___ Records ___
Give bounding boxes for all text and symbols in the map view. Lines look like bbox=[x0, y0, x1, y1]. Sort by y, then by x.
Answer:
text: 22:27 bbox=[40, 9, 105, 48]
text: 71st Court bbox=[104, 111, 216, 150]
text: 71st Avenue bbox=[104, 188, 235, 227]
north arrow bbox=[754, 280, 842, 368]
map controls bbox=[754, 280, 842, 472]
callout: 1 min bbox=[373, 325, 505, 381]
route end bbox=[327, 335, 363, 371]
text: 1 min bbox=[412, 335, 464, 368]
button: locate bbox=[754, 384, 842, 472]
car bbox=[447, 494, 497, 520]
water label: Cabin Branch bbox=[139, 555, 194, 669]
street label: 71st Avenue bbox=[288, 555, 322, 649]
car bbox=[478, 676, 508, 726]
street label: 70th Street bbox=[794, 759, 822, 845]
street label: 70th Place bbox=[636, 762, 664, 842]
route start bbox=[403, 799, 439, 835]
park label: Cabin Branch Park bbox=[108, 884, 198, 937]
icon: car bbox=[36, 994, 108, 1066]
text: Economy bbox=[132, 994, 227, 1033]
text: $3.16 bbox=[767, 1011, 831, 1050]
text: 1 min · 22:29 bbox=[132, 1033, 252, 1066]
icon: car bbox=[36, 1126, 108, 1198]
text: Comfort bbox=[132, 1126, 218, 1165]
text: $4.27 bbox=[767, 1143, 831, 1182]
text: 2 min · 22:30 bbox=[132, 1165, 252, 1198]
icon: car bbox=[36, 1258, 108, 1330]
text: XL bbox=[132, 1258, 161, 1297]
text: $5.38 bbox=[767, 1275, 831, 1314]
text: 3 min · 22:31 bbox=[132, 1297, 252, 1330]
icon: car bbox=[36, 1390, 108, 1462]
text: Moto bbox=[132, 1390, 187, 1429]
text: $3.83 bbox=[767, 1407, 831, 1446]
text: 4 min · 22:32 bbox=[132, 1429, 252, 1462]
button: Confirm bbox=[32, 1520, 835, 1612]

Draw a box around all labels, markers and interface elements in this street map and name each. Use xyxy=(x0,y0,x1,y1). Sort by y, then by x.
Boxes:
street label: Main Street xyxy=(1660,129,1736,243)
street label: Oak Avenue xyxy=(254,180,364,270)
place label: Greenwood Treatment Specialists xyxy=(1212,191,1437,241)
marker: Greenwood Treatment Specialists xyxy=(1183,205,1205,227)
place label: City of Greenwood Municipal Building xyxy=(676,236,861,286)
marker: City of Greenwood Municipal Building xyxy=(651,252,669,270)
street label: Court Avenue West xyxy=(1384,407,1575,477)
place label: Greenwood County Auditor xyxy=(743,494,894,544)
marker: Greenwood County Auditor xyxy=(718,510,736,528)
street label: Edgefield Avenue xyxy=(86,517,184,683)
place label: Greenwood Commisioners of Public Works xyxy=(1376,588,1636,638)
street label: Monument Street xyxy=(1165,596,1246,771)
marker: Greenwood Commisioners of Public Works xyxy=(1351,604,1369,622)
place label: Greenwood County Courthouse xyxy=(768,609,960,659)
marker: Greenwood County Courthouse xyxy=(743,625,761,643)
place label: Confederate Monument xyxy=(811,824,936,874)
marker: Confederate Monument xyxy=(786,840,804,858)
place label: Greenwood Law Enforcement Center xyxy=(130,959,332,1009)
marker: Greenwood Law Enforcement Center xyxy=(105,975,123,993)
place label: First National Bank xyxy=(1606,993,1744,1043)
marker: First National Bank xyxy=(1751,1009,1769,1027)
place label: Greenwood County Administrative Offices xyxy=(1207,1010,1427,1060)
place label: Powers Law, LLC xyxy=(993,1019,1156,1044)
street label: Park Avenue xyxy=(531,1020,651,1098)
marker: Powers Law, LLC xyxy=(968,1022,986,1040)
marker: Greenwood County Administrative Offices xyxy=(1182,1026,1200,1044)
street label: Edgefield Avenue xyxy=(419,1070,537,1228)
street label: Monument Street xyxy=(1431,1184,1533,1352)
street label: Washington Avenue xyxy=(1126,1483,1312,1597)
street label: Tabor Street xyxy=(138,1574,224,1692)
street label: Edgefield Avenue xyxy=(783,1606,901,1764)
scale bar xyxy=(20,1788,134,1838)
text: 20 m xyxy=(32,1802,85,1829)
___
▸ Work item:
The task requires an exact copy of all the lines above.

▸ Exercise answer:
Give bounding boxes for all text and symbols in the map view. Lines look like bbox=[x0, y0, x1, y1]. Sort by y, then by x.
Answer:
text: 22:27 bbox=[40, 9, 105, 48]
text: 71st Court bbox=[104, 111, 216, 150]
text: 71st Avenue bbox=[104, 188, 235, 227]
north arrow bbox=[754, 280, 842, 368]
map controls bbox=[754, 280, 842, 472]
callout: 1 min bbox=[373, 325, 505, 381]
route end bbox=[327, 335, 363, 371]
text: 1 min bbox=[412, 335, 464, 368]
button: locate bbox=[754, 384, 842, 472]
car bbox=[447, 494, 497, 520]
water label: Cabin Branch bbox=[139, 555, 194, 669]
street label: 71st Avenue bbox=[288, 555, 322, 649]
car bbox=[478, 676, 508, 726]
street label: 70th Street bbox=[794, 759, 822, 845]
street label: 70th Place bbox=[636, 762, 664, 842]
route start bbox=[403, 799, 439, 835]
park label: Cabin Branch Park bbox=[108, 884, 198, 937]
icon: car bbox=[36, 994, 108, 1066]
text: Economy bbox=[132, 994, 227, 1033]
text: $3.16 bbox=[767, 1011, 831, 1050]
text: 1 min · 22:29 bbox=[132, 1033, 252, 1066]
icon: car bbox=[36, 1126, 108, 1198]
text: Comfort bbox=[132, 1126, 218, 1165]
text: $4.27 bbox=[767, 1143, 831, 1182]
text: 2 min · 22:30 bbox=[132, 1165, 252, 1198]
icon: car bbox=[36, 1258, 108, 1330]
text: XL bbox=[132, 1258, 161, 1297]
text: $5.38 bbox=[767, 1275, 831, 1314]
text: 3 min · 22:31 bbox=[132, 1297, 252, 1330]
icon: car bbox=[36, 1390, 108, 1462]
text: Moto bbox=[132, 1390, 187, 1429]
text: $3.83 bbox=[767, 1407, 831, 1446]
text: 4 min · 22:32 bbox=[132, 1429, 252, 1462]
button: Confirm bbox=[32, 1520, 835, 1612]

Draw a box around all labels, markers and interface elements in this street map and name each. Use xyxy=(x0,y0,x1,y1). Sort by y, then by x.
Boxes:
street label: Main Street xyxy=(1660,129,1736,243)
street label: Oak Avenue xyxy=(254,180,364,270)
place label: Greenwood Treatment Specialists xyxy=(1212,191,1437,241)
marker: Greenwood Treatment Specialists xyxy=(1183,205,1205,227)
place label: City of Greenwood Municipal Building xyxy=(676,236,861,286)
marker: City of Greenwood Municipal Building xyxy=(651,252,669,270)
street label: Court Avenue West xyxy=(1384,407,1575,477)
place label: Greenwood County Auditor xyxy=(743,494,894,544)
marker: Greenwood County Auditor xyxy=(718,510,736,528)
street label: Edgefield Avenue xyxy=(86,517,184,683)
place label: Greenwood Commisioners of Public Works xyxy=(1376,588,1636,638)
street label: Monument Street xyxy=(1165,596,1246,771)
marker: Greenwood Commisioners of Public Works xyxy=(1351,604,1369,622)
place label: Greenwood County Courthouse xyxy=(768,609,960,659)
marker: Greenwood County Courthouse xyxy=(743,625,761,643)
place label: Confederate Monument xyxy=(811,824,936,874)
marker: Confederate Monument xyxy=(786,840,804,858)
place label: Greenwood Law Enforcement Center xyxy=(130,959,332,1009)
marker: Greenwood Law Enforcement Center xyxy=(105,975,123,993)
place label: First National Bank xyxy=(1606,993,1744,1043)
marker: First National Bank xyxy=(1751,1009,1769,1027)
place label: Greenwood County Administrative Offices xyxy=(1207,1010,1427,1060)
place label: Powers Law, LLC xyxy=(993,1019,1156,1044)
street label: Park Avenue xyxy=(531,1020,651,1098)
marker: Powers Law, LLC xyxy=(968,1022,986,1040)
marker: Greenwood County Administrative Offices xyxy=(1182,1026,1200,1044)
street label: Edgefield Avenue xyxy=(419,1070,537,1228)
street label: Monument Street xyxy=(1431,1184,1533,1352)
street label: Washington Avenue xyxy=(1126,1483,1312,1597)
street label: Tabor Street xyxy=(138,1574,224,1692)
street label: Edgefield Avenue xyxy=(783,1606,901,1764)
scale bar xyxy=(20,1788,134,1838)
text: 20 m xyxy=(32,1802,85,1829)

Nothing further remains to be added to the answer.